Allied asserts as error the district court's refusal to grant a portion of its attorney's fees for the defense of Federated's unsuccessful interlocutory appeal on the issue of the withdrawal of its admissions.

The order allowing the withdrawals provided that

on application and verification of costs and reasonable attorney's fees and opportunity for hearing thereon, reasonable costs and attorney's fees may be taxed in favor of counsel for plaintiff due to defendant's counsel's actions in this case due to all events surrounding plaintiff's Request for Admissions and following legal proceedings.

Plaintiff filed an application for attorneys fees, attaching an affidavit and exhibit showing what it believed to be the reasonable amount of attorneys fees in connection with all events surrounding the request for admissions, including the appeal. The order in connection with fees stated:

After reviewing counsel's application for fees and resistance, this court finds that a fee of $1250 is reasonable and proper for expenses incurred and to reimburse counsel for plaintiff for those expenses incurred as the result of defendant's failure to admit but not including plaintiff's defense of the appeal to the supreme *32 court, the fees and allowances for which would not, in this court's opinion, allowable.

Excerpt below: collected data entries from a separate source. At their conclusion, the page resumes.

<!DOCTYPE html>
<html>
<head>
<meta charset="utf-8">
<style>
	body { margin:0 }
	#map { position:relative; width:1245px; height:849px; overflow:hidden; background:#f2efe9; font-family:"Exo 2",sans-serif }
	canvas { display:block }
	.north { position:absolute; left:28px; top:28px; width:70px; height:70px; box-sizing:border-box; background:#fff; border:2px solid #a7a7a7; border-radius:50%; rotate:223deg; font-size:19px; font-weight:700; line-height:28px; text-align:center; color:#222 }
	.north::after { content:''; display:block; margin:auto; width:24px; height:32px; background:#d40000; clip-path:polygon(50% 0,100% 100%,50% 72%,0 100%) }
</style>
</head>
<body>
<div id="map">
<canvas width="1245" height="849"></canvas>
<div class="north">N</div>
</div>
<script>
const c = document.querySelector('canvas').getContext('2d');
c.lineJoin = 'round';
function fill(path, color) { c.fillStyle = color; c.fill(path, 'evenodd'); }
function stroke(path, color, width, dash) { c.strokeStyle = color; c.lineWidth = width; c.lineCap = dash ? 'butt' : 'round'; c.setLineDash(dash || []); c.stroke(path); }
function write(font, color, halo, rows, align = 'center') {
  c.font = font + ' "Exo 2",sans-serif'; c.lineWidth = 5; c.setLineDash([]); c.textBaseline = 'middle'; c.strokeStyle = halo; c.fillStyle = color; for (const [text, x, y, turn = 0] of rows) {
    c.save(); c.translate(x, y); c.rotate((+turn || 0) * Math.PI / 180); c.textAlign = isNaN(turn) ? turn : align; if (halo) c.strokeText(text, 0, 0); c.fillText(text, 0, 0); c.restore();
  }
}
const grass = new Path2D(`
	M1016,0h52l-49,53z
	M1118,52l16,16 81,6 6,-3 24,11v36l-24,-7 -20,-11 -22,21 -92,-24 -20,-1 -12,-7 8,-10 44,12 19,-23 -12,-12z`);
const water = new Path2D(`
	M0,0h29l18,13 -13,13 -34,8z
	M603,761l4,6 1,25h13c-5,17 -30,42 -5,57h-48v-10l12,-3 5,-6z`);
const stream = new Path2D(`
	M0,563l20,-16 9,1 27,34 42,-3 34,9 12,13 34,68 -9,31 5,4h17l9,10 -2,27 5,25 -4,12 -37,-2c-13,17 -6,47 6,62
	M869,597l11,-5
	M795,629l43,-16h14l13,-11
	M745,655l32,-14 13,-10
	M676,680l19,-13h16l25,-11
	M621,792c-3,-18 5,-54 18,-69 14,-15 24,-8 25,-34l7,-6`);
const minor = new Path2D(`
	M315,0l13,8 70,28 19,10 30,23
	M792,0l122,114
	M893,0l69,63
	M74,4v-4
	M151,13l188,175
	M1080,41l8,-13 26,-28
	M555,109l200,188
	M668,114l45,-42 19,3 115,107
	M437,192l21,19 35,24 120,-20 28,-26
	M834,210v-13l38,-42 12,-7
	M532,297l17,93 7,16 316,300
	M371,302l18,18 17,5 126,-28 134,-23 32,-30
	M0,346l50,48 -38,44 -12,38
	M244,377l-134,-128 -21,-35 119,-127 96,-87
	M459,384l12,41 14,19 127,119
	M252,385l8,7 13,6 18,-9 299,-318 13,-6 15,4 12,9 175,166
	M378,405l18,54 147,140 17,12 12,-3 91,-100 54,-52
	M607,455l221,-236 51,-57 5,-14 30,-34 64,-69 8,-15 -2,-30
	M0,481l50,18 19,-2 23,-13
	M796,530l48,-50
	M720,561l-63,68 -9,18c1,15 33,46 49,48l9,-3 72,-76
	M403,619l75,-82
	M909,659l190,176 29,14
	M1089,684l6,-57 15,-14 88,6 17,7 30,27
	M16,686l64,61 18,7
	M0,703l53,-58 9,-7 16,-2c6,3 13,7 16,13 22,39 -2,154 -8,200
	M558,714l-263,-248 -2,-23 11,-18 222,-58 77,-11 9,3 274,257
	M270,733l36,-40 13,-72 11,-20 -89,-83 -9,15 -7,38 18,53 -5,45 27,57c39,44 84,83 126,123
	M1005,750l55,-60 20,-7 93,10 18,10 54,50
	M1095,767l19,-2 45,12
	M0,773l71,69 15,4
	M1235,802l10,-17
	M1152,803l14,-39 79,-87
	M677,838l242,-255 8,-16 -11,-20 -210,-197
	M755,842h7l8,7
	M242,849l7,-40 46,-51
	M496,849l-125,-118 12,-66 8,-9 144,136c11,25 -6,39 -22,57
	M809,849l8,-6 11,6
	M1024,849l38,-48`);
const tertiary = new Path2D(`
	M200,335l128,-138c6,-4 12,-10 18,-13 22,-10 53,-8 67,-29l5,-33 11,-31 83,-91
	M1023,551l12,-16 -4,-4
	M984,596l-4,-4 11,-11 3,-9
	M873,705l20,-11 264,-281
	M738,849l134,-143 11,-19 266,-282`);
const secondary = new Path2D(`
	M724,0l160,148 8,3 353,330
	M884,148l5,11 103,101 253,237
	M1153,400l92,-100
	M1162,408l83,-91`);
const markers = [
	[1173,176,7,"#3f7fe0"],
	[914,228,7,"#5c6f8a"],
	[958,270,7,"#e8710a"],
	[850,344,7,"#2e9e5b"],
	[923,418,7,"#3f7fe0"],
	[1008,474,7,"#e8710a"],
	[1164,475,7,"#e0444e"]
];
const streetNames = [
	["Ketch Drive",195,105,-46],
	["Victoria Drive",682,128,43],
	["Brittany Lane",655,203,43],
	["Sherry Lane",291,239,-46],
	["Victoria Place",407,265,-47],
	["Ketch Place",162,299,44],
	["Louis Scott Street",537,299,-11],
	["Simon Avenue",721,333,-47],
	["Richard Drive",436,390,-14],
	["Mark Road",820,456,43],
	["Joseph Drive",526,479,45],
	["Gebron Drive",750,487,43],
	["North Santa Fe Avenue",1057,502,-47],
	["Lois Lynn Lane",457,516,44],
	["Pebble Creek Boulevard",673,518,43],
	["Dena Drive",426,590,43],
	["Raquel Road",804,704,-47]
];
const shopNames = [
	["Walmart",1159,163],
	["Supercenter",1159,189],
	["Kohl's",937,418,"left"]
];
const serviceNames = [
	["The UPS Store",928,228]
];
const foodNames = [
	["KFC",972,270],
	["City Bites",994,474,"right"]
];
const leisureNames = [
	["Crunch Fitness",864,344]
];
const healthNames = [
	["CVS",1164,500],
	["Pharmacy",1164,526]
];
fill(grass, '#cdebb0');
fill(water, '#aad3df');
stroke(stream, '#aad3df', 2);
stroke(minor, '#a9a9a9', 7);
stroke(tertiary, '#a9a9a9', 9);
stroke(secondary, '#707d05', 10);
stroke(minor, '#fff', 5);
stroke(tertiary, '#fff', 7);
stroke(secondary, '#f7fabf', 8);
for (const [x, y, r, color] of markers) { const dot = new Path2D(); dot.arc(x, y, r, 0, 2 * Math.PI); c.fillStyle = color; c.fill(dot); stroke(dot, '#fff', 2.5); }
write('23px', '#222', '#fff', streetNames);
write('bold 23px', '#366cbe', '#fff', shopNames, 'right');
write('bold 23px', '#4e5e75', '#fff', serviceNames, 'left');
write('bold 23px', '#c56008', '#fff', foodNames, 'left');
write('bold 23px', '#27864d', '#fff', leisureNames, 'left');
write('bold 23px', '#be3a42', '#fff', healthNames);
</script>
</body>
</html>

Allied argues that that part of the order which indicates that no expenses on the appeal would be allowable was error. Our reading of the quoted provision of the order indicates that perhaps the court did apply an erroneous legal standard. We believe that under rule 134, as incorporated by rule 127, a party may be granted reasonable attorneys fees in connection with the appeal as well as proceedings in the district court. We therefore remand the issue of the attorneys fees for the court to enter an order under the appropriate standard. We give no indication whether such fees should in fact be allowed.

We affirm the order of the district court insofar as it allowed withdrawal of the admissions but reverse on the order of dismissal under rule 215.1 and remand the case for reinstatement and for such order in connection with the reasonable attorneys fees as is appropriate under the guidelines of this opinion.

Costs shall be taxed one-half to each party.

AFFIRMED IN PART, REVERSED IN PART, AND REMANDED.